The canonical example for this is to generate a Mandelbrot pattern on the surface of an object, say a teapot. The teapot is rendered with its polygons and texture coordinates by the application. At some stage of the rendering pipeline every pixel of the teapot passes through the fragment shader which is a small program sent to the GPU by the application. The fragment shader reads the 2D texture coordinates and calculates the Mandelbrot set color of the 2D coordinates and applies it to the pixel.
Fullscreen mode has nothing to do with it. You can use shaders and generate textures even if you're in window mode. As I mentioned, the textures you create never actually occupy space in the texture memory, they are created on the fly.
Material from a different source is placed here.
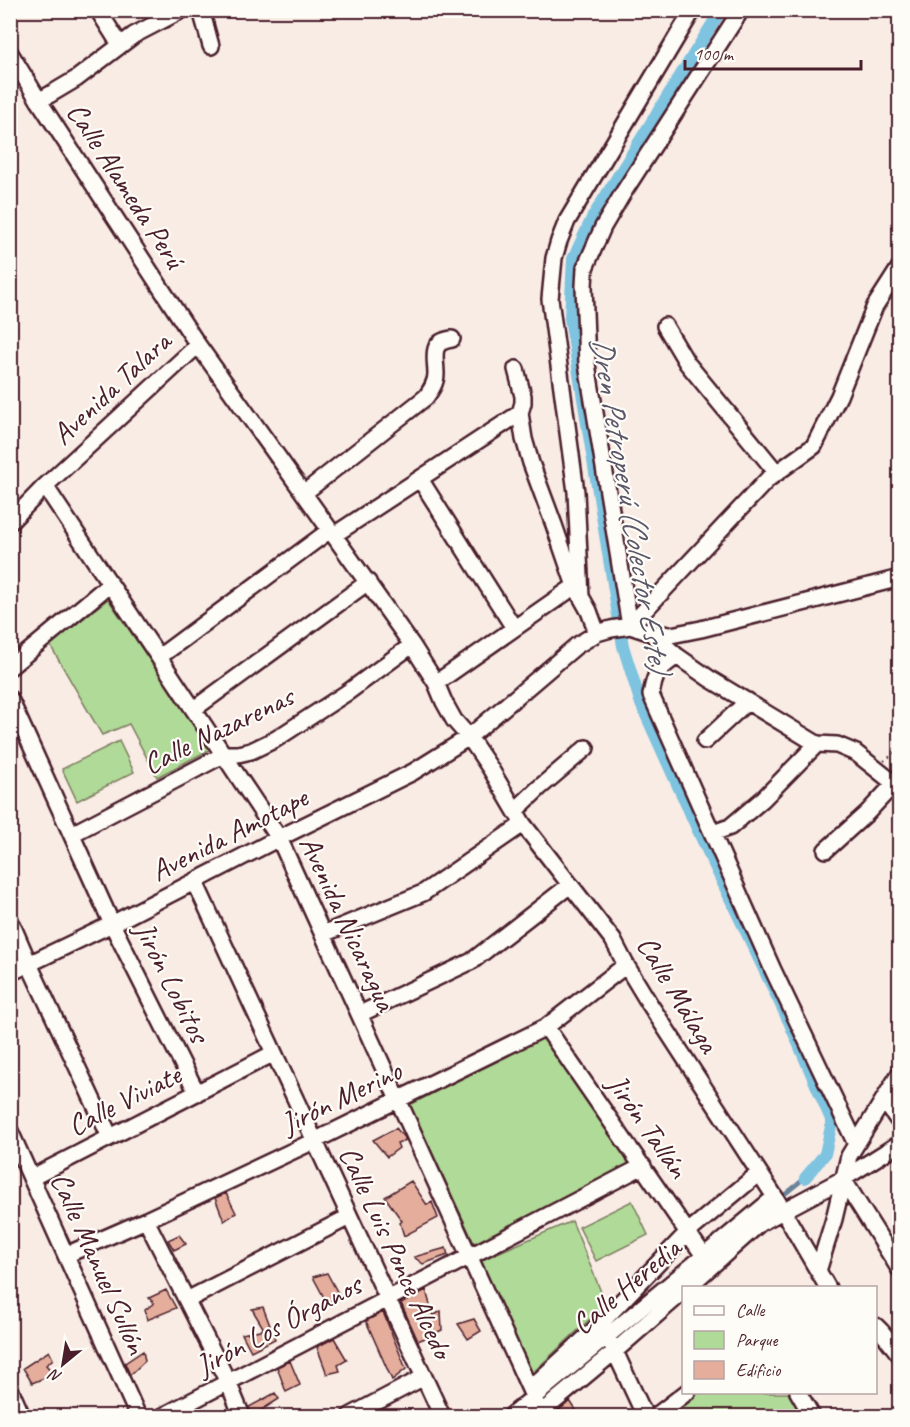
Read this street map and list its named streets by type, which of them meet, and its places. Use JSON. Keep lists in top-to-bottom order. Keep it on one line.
{"streets":{"street":["Calle Alameda Perú","Avenida Talara","Calle Nazarenas","Avenida Amotape","Avenida Nicaragua","Jirón Lobitos","Calle Málaga","Jirón Merino","Calle Viviate","Jirón Tallán","Calle Luis Ponce Alcedo","Calle Manuel Sullón","Calle Heredia","Jirón Los Órganos"]},"crossings":[["Calle Alameda Perú","Avenida Talara"],["Calle Alameda Perú","Calle Málaga"],["Avenida Talara","Avenida Nicaragua"],["Calle Nazarenas","Avenida Nicaragua"],["Calle Nazarenas","Jirón Lobitos"],["Calle Nazarenas","Calle Málaga"],["Avenida Amotape","Avenida Nicaragua"],["Avenida Amotape","Jirón Lobitos"],["Avenida Amotape","Calle Málaga"],["Avenida Amotape","Calle Luis Ponce Alcedo"],["Avenida Nicaragua","Jirón Merino"],["Avenida Nicaragua","Calle Heredia"],["Avenida Nicaragua","Jirón Los Órganos"],["Jirón Lobitos","Calle Viviate"],["Calle Málaga","Jirón Merino"],["Calle Málaga","Calle Heredia"],["Jirón Merino","Jirón Tallán"],["Jirón Merino","Calle Luis Ponce Alcedo"],["Jirón Merino","Calle Manuel Sullón"],["Calle Viviate","Calle Luis Ponce Alcedo"],["Calle Viviate","Calle Manuel Sullón"],["Jirón Tallán","Calle Heredia"],["Jirón Tallán","Jirón Los Órganos"],["Calle Luis Ponce Alcedo","Jirón Los Órganos"]],"water":["Dren Petroperú (Colector Este)"],"legend":["Calle","Parque","Edificio"],"scale_bar":"100 m","north":"bottom left"}
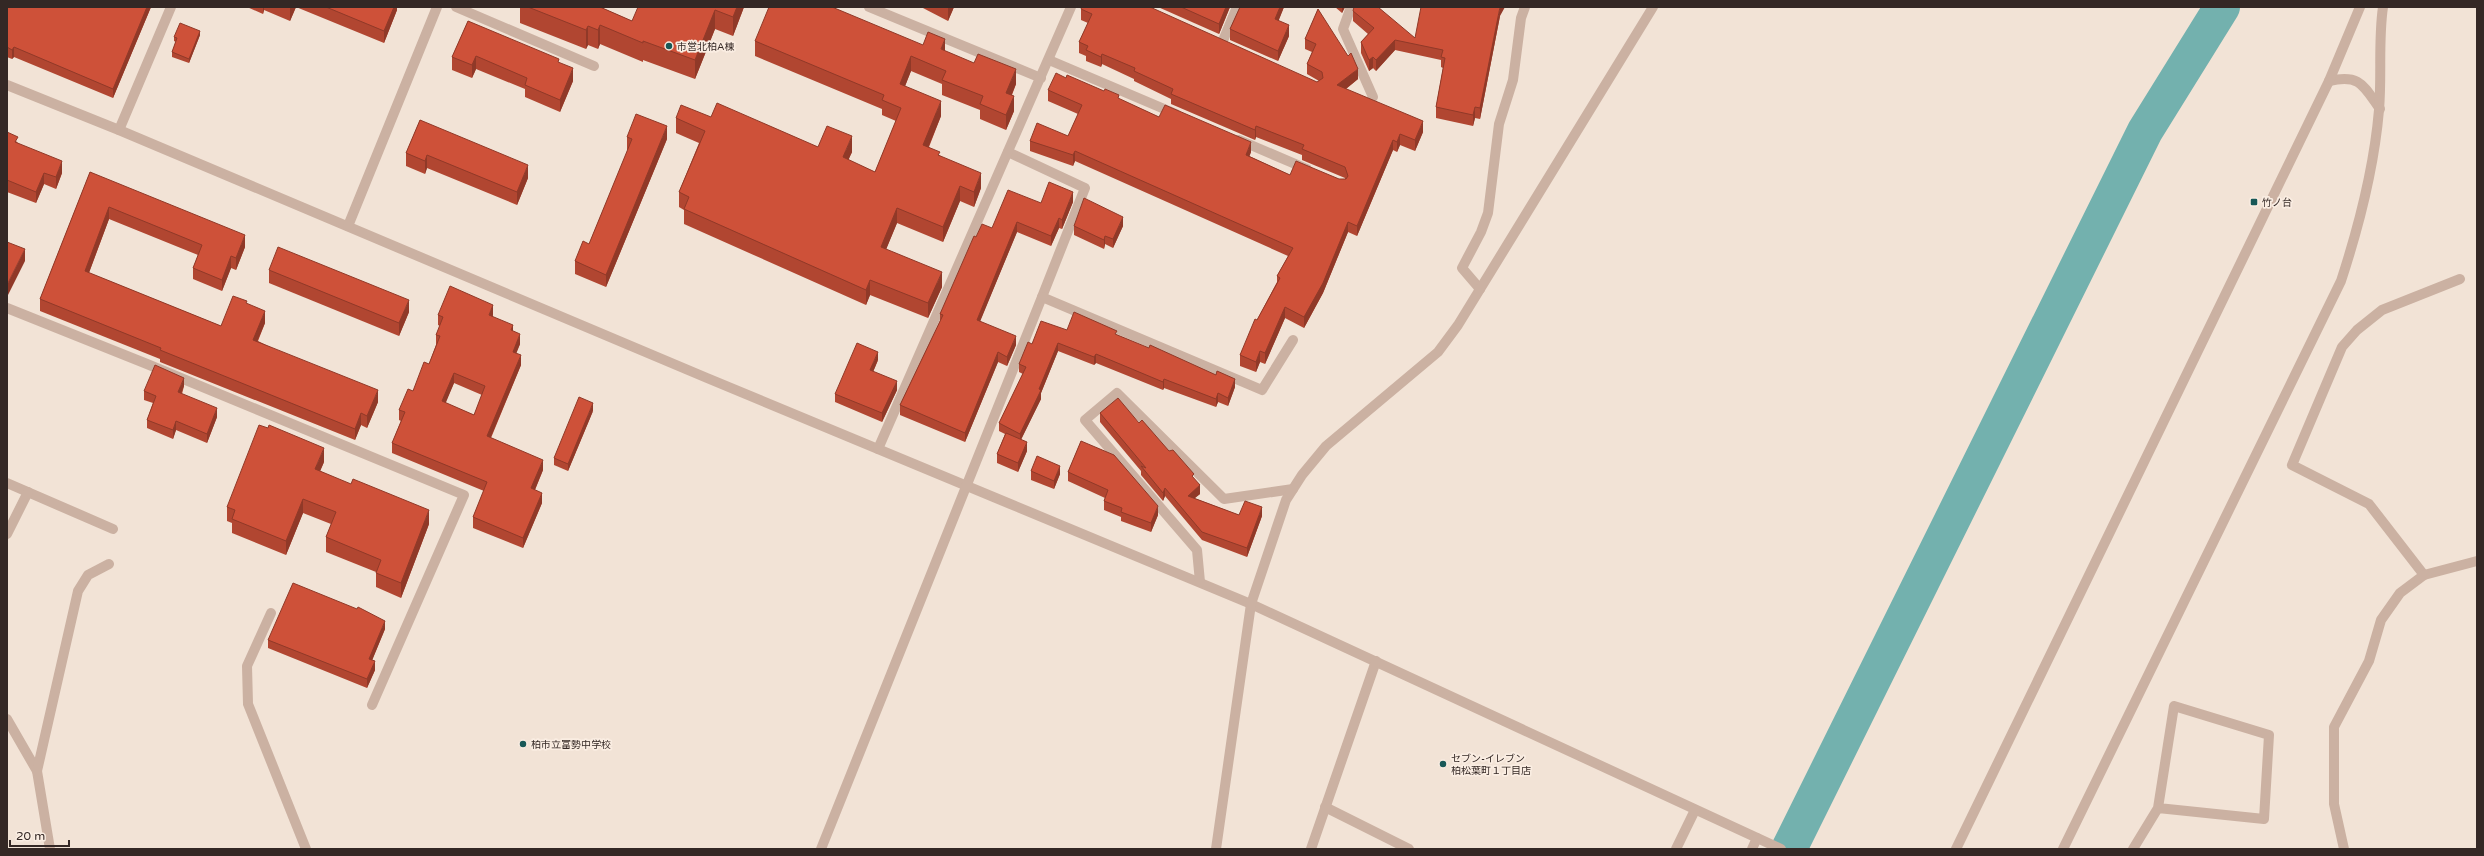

One could probably think of a way to capture and cache the generated texture but this can be somewhat complex and require multiple rendering passes.
You can learn more about it if you look up "GLSL" in google - the OpenGL shading language.
This somewhat dated tutorial shows how to create a simple fragment shader which draws the Mandelbrot set (page 4).
If you can get your hands on the book "OpenGL Shading Language, 2nd Edition", you'll find it contains a number of simple examples on generating sky, fire and wood textures with the help of an external 3D Perlin noise texture from the application.
To create a texture on GPU look into "render to texture" tutorials. There are two common methods: Binding a PBuffer context as texture, or using Frame Buffer Objects. PBuffer render to textures are the older method, and have the wider support. Frame Buffer Objects are easier to use.
Also you don't have to switch to "fullscreen" mode for OpenGL to be HW accelerated. In fact OpenGL doesn't know about windows at all. A fullscreen OpenGL window is just that: A toplvel window on top of all other windows with no decorations and the input focus grabed. Some drivers bypass window masking and clipping code, and employ a simpler, faster buffer swap method if the window with the active OpenGL context covers the whole screen, thus gaining a little performance, but with current hard- and software the effect is very small compared to other influences.